When the Halberd men had come to the winter contra, she ran. When she went to Hatfield to bargain, she ran. When they came into Kiron, offering safety and solutions after Will had been near killed, she wasn’t there. Halberd had been behind her back for too long. But now she resolved to claim them like Dameron and Khates.
Esther glared at Jasper, the lines of his handsome face drawn down in warning. They looked like lovers in a quarrel. She yanked her arm away. “I will not touch them here.”
“If you wait out in the trees like some vulture—”
“That’s an idea,” Esther nearly growled. “A painter in the dark.”
“Esther.” Jasper’s tone brokered no argument. Esther rolled her eyes and pushed at his hand.

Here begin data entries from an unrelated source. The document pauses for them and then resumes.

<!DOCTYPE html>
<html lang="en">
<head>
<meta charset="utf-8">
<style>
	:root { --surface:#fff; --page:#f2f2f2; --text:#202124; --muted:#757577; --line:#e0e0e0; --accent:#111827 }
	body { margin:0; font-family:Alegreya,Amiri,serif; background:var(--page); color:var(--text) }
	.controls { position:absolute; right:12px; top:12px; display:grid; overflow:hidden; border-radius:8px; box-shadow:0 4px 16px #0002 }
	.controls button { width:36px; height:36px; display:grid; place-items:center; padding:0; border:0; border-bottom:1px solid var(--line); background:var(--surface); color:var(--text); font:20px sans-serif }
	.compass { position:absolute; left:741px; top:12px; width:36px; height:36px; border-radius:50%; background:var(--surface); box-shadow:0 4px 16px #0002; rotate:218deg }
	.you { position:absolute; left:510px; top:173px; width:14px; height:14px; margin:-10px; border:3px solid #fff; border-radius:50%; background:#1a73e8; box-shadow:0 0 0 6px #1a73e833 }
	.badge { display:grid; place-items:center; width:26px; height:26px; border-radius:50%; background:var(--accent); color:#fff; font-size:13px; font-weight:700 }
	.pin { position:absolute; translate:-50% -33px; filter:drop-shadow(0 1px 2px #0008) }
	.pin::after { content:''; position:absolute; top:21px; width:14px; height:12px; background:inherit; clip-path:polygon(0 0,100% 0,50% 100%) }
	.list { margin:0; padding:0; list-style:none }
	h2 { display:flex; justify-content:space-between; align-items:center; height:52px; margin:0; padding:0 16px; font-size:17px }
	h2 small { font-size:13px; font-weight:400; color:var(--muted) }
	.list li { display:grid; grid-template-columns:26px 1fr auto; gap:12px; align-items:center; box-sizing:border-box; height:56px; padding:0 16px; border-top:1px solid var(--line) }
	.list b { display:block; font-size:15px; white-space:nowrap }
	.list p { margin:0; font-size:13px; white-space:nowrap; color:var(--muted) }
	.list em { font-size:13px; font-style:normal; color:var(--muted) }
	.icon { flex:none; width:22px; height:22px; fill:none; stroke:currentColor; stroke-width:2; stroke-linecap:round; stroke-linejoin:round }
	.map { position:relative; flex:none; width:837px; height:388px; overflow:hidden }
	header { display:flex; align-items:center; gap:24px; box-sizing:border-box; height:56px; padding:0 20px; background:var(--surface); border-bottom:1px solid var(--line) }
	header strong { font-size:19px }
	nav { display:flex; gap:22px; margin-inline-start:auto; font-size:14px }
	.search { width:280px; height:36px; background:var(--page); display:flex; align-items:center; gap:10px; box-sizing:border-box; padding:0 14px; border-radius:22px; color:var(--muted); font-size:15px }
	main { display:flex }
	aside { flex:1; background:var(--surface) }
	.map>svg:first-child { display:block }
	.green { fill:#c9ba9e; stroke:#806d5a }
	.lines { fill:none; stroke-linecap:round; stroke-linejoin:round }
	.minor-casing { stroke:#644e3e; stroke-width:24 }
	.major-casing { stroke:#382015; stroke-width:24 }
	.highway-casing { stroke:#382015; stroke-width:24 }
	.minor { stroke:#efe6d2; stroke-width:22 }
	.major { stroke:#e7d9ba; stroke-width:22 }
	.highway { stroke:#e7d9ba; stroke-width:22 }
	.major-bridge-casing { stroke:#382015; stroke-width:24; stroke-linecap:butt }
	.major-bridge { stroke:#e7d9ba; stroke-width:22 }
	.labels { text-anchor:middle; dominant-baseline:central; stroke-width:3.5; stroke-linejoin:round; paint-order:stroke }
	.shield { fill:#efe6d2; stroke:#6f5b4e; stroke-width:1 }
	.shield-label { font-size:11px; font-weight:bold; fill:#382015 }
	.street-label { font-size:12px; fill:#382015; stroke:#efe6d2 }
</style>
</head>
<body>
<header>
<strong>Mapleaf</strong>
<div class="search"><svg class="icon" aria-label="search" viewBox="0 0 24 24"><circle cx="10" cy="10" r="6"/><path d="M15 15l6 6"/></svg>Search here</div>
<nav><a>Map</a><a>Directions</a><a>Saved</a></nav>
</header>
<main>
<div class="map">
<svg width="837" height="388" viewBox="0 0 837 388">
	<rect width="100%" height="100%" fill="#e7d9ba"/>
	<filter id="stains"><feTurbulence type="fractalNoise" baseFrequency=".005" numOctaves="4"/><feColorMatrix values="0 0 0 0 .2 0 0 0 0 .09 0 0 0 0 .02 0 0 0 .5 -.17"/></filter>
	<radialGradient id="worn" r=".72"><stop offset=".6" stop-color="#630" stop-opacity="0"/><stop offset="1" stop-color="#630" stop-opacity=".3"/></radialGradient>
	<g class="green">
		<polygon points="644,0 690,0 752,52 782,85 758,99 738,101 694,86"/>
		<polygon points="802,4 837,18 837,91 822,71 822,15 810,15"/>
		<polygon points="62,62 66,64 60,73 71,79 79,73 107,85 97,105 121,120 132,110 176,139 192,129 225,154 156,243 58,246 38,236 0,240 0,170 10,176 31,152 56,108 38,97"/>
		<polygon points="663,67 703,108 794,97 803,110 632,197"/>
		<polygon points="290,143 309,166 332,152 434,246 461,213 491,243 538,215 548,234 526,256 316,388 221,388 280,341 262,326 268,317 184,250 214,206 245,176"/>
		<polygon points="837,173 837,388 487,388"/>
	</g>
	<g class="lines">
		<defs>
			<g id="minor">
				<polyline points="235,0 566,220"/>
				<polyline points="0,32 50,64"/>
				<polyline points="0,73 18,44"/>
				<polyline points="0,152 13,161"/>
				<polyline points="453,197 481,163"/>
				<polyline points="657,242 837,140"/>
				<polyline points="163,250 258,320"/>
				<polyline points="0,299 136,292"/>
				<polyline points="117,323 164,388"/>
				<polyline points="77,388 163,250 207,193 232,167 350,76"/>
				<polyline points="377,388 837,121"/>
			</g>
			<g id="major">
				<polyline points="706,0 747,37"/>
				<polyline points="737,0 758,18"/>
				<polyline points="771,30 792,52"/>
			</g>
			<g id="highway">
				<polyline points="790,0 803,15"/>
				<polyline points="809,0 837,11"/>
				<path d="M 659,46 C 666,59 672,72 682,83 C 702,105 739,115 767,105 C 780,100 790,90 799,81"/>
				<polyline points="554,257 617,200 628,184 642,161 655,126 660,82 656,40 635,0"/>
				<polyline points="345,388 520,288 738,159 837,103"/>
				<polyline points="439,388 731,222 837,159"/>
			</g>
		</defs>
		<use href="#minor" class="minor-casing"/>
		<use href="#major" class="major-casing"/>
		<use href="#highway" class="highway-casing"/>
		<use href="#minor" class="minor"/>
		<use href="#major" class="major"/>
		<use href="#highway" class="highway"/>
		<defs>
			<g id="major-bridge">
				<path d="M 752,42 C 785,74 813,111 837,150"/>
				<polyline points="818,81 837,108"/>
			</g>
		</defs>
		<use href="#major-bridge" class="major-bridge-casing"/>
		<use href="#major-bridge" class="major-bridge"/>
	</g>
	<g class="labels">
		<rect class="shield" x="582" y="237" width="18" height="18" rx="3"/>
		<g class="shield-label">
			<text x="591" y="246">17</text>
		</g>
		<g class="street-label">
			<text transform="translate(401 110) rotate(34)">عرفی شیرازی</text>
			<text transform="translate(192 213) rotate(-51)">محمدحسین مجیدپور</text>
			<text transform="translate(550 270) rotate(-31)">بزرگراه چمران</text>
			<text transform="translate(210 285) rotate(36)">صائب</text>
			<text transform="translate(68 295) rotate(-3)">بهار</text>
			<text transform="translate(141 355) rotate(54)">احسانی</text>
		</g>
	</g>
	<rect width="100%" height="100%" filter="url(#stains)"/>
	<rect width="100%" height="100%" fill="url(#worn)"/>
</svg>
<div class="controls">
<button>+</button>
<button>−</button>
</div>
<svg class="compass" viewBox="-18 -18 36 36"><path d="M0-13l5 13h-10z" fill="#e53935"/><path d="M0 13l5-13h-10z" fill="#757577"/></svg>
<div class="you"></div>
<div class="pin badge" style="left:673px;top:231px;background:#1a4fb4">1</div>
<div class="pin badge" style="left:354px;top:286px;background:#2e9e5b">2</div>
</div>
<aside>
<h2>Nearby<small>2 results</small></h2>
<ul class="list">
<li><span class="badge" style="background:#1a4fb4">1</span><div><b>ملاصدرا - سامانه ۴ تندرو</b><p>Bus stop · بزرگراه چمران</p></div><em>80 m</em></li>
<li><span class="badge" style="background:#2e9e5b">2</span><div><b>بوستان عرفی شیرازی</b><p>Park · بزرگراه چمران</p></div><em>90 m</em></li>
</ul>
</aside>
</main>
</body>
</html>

He didn’t move away from her, and her eyes flicked over the operation, noting their numbers, comparing them to the Hatfield settlement.
She counted quickly. “Most of ’em are here.” Now was the time to strike; now was the opportunity. But Jasper had a faraway look.
Esther frowned. “Jasper?”
He didn’t move. She turned to see where he was looking, and on the other side of the birchwood window, lit from the inside with a tallow candle, something large and dark shifted. The birch fluttered, as if a creature were breathing on it. Kire’s emissary. Jasper had given himself wholly to the mountain, and it was waiting for him.
“Jas,” Esther hissed, turning him around, forcing him to look away from the window.
He turned, as if in a trance, acting strange, and Esther saw more than a few people staring at them. DeWitt, by Ochiltree; Jasper’s father, Collum; the eldest Benneke sister, who had always had it sweet for Jasper, but never thought to approach. And Silas, his eyes narrowed at the two of them. The high Halberd men were here to make friends, to make fast their position, and she was a distraction.
Jasper’s eyes were far away, and the plan Esther had been fomenting to approach the Hatfield camp like a Moses and liberate Halberd’s investment chain by chain. With the great men of Halberd here, she could make a pit of Hatfield holler, but Jasper’s palm was already turning cold. She wouldn’t sacrifice him to take advantage of Halberd’s lowered gates. To attempt it now would destroy her.
Perhaps this was an opportunity lost, and perhaps she was running away again, but Jasper was her friend, and she would not let him be killed by the mountain. If she was resolved to save Kiron and not Kire, she needed to start somewhere.
She had two months to deal with Halberd, to drive them from hut and stead. Surely there would be other chances to cut the head from the adder. She held onto Jasper’s hand and dragged him from the meeting room, pushing dark instinct aside. She only had right now to save her friend.